Adiwarsita Terancam Penjara Maksimal 20 Tahun
Selasa, 07 Jun 2005 15:06 WIB
Jakarta - Terdakwa kasus penyelewengan dana Asosiasi Pengusaha Hutan Indonesia (APHI) Adiwarsita Adinegoro dan tiga pengurus APHI lainnya diancam kurungan penjara maksimal 20 tahun. Ketiga pengurus APHI periode 1998-2003 adalah Abdul Fatah, Zain Mashyur dan Yusran Syarif.

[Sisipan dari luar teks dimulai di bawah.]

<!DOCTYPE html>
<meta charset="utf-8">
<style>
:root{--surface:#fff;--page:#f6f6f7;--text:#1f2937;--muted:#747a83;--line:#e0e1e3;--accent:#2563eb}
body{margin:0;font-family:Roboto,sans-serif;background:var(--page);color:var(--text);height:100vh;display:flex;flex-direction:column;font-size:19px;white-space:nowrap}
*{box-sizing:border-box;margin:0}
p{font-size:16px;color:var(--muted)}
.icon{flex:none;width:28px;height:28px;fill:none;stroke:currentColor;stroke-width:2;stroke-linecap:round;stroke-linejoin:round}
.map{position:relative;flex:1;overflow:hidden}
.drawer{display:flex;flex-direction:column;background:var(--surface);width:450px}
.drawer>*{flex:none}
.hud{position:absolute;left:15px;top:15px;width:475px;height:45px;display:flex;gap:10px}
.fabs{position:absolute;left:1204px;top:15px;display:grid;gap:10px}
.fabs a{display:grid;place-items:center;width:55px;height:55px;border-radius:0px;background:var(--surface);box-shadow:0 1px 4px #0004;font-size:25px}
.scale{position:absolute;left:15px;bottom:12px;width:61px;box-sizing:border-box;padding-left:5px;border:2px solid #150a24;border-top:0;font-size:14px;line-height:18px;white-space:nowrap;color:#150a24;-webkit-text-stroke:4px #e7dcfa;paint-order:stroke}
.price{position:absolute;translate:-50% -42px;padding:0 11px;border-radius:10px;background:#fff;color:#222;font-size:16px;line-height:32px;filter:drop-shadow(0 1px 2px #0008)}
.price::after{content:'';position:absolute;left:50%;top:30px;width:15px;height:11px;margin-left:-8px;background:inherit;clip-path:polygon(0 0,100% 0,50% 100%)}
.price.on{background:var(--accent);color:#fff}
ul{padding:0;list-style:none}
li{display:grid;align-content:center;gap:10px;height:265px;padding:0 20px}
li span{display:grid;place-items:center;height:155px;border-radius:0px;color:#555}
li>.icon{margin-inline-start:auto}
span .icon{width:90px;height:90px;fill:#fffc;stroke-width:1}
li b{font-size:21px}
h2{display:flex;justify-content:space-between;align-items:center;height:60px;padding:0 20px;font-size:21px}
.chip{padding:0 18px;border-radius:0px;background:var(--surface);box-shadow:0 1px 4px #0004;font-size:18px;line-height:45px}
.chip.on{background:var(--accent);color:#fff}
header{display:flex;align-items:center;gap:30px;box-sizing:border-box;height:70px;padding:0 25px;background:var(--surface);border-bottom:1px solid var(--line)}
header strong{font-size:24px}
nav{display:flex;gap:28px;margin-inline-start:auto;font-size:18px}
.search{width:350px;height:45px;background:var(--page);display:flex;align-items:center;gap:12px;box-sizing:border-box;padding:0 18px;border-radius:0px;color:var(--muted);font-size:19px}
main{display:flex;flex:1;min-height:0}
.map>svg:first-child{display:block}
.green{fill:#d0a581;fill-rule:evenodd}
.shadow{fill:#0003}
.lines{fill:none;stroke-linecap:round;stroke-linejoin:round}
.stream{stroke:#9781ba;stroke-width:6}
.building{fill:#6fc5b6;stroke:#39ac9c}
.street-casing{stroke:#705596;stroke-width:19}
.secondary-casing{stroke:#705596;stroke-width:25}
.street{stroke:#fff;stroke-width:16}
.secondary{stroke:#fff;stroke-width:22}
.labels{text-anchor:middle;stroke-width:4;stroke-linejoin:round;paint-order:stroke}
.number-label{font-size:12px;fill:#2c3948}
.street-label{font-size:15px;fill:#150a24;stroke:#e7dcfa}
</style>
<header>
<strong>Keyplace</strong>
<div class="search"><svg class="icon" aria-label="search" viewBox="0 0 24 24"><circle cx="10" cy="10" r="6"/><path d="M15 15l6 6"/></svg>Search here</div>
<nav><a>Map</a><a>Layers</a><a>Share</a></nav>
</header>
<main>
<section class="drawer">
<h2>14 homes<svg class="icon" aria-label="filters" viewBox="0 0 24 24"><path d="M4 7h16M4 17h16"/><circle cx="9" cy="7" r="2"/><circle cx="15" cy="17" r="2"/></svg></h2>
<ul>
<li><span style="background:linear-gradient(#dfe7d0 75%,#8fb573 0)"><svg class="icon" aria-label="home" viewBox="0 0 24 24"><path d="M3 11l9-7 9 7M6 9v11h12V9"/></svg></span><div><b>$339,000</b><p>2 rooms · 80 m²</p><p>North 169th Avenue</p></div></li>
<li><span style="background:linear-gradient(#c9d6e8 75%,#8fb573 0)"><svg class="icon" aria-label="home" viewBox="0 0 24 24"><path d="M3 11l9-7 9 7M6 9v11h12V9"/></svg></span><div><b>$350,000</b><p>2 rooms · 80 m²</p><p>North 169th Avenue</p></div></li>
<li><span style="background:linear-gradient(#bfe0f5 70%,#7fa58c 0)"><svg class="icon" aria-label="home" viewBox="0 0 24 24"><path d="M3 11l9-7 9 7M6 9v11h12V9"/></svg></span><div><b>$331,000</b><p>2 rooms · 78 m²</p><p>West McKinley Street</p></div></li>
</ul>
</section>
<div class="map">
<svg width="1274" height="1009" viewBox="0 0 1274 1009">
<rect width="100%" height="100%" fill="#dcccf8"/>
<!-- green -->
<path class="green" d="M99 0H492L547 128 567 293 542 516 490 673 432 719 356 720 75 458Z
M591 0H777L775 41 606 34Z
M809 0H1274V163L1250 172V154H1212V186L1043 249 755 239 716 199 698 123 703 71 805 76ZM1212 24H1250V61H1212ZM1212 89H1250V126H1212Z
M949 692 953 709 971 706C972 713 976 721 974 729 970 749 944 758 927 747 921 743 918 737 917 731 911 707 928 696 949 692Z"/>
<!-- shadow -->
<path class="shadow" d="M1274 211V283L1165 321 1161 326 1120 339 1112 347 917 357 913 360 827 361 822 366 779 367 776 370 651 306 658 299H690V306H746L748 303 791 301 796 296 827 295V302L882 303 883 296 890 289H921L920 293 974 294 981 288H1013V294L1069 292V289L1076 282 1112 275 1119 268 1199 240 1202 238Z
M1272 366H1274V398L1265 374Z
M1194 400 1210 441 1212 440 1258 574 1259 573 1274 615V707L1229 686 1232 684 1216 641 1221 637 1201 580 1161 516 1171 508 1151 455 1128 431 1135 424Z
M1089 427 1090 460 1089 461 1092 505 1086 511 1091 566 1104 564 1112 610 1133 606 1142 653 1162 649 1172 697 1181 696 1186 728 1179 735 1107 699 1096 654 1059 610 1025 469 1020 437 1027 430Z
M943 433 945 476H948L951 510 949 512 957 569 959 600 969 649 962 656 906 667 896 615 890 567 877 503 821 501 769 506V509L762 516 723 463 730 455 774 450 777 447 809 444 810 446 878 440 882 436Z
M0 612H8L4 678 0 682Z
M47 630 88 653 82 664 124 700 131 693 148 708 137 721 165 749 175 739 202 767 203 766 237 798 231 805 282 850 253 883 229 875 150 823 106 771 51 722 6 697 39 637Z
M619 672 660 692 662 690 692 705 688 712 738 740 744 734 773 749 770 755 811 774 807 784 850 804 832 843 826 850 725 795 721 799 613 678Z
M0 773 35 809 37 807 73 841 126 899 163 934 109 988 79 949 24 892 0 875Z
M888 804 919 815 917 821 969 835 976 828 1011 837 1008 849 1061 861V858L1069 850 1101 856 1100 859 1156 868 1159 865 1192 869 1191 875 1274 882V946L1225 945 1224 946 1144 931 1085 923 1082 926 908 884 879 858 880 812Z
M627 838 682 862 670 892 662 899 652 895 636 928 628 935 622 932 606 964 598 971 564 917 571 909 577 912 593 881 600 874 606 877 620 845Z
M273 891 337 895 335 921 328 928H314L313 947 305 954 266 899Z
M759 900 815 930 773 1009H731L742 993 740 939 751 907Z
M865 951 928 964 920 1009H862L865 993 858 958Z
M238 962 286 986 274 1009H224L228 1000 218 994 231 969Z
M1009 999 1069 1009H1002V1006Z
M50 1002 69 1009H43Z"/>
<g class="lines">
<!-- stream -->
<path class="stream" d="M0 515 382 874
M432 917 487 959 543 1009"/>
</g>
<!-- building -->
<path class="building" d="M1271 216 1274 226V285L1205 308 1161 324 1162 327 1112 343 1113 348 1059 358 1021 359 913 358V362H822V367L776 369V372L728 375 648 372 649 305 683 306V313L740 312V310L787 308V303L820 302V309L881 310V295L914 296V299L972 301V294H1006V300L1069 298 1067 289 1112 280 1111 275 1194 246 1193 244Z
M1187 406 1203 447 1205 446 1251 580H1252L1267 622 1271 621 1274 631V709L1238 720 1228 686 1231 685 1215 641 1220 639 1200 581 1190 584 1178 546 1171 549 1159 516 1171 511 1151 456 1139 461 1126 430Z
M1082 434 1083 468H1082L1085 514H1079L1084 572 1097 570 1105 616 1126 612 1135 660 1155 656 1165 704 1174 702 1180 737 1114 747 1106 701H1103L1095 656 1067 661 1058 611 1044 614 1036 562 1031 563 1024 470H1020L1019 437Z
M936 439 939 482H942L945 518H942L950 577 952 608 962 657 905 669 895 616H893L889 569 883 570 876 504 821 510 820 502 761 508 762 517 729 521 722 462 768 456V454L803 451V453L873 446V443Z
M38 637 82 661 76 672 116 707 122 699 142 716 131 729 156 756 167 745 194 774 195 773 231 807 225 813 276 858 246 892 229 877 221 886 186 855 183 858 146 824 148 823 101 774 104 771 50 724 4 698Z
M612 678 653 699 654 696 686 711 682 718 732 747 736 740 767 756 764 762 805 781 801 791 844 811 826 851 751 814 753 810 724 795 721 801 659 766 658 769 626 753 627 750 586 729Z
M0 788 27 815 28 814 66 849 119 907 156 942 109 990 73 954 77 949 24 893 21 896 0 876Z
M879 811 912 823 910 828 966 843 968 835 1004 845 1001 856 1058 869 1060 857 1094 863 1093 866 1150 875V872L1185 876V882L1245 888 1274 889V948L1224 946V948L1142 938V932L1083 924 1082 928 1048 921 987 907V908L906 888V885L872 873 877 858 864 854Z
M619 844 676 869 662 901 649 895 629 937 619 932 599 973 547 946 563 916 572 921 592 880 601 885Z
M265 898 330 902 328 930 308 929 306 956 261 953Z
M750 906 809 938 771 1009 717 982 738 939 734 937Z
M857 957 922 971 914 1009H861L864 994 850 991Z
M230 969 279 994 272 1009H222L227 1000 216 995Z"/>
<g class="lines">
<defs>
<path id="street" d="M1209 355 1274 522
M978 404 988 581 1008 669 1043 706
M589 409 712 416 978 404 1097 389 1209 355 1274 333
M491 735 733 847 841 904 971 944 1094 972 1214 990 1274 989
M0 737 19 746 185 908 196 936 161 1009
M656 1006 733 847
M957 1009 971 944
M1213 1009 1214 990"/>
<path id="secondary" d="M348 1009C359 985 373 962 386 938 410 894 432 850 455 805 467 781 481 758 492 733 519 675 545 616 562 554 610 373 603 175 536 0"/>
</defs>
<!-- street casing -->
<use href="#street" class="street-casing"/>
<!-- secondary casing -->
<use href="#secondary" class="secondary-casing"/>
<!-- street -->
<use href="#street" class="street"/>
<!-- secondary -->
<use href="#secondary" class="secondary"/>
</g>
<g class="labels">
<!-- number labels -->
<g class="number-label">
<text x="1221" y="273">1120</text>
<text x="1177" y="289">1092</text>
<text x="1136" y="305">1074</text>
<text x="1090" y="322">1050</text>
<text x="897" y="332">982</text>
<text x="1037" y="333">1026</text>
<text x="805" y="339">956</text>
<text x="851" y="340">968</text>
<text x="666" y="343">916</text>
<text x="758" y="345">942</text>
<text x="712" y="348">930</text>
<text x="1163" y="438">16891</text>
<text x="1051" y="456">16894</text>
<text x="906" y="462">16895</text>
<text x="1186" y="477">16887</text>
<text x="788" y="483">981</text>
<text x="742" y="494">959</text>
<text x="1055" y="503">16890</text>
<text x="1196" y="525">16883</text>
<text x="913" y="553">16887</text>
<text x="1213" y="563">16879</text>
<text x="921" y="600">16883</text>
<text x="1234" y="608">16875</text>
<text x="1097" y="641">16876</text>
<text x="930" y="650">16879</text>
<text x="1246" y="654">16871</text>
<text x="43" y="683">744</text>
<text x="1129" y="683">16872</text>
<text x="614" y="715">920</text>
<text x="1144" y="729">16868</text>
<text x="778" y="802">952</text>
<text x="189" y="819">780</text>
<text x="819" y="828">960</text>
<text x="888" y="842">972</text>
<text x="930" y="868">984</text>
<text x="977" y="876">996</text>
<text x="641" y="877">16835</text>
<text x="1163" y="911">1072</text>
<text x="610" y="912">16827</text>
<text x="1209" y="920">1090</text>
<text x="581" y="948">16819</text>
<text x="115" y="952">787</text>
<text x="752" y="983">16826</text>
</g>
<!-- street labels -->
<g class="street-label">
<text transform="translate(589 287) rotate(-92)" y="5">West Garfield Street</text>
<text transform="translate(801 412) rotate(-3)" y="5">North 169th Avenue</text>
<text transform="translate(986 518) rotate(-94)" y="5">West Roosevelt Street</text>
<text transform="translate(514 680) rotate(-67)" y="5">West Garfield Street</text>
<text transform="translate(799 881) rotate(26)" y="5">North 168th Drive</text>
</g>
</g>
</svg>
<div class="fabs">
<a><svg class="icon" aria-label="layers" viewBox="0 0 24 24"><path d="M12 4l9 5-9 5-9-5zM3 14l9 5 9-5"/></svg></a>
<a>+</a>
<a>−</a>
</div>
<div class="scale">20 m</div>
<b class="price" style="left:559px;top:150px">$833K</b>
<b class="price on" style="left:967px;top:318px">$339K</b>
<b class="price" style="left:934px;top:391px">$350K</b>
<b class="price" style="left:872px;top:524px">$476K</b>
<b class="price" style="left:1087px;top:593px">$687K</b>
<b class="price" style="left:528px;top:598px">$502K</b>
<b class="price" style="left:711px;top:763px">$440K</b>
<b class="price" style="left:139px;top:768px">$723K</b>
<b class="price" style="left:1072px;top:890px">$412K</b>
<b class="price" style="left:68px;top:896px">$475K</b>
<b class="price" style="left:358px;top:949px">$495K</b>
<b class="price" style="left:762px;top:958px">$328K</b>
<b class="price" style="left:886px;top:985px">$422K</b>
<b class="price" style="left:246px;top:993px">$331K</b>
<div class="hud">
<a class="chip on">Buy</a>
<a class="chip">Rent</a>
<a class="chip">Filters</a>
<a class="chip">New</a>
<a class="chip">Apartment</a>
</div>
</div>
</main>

Keempatnya dijerat dengan pasal 1 ayat 1 sub a juncto pasal 28 juncto pasal 34c UU No.3/1971 jucto pasal 43a UU No.31/1999 juncto pasal 55 ayat 1 juncto pasal 64 ayat 1 KUHP tentang Tindak Pidana Korupsi."Masing-masing terdakwa menghadapi tuntutan minimal empat tahun dan maksimal 20 tahun penjara," ungkap Ketua Jaksa Penuntut Umum (JPU) M Salman Jasman saat membacakan dakwaan dalam sidang di Pengadilan Negeri (PN) Jakarta Pusat, Jl. Gajah Mada, Jakarta, Selasa (7/6/2005).Sidang yang dimulai pukul 11.45 WIB tersebut dipimpin Ketua Majelis Hakim Lilik Mulyadi dengan dua hakim anggota Mulyani dan Agus Subroto.Dalam dakwaan setebal 62 halaman yang dibacakan secara bergantian oleh jaksa M Salman Jasman, Widiantoro, dan Riki Sipayung, Adiwarsita yang menjadi ketua APHI periode 1998-2003, diduga melakukan penyelewengan dana APHI secara bertahap sejak tahun 1998-2003. Akibat perbuatannya negara dirugikan Rp 21,345 miliar dan US$ 100 ribu. Dana yang diselewengkan tersebut berupa dana inventaris, dana pembinaan hutan APHI, dan dana pemetaan area HPH yang dikumpulkan dari anggota APHI sejak tahun 1988-Juli 1998.Adiwarsita dalam sidang tersebut didampingi kuasa hukumnya, L Samosir. Dia terlihat tenang sat mendengarkan dakwaan yang dibacakan sekitar 2 jam itu.Selain Adiwarsita, sidang pembacaan dakwaan juga dilakukan terhadap tiga tersangka lain kasus korupsi APHI lainnya yakni Abdul Fatah, Zain Mashyur, dan Yusran Syarif. Sidang kasus korupsi ini rencananya akan dilanjutkan pada Selasa (14/6/2005) untuk mendengarkan eksepsi kuasa hukum terdakwa.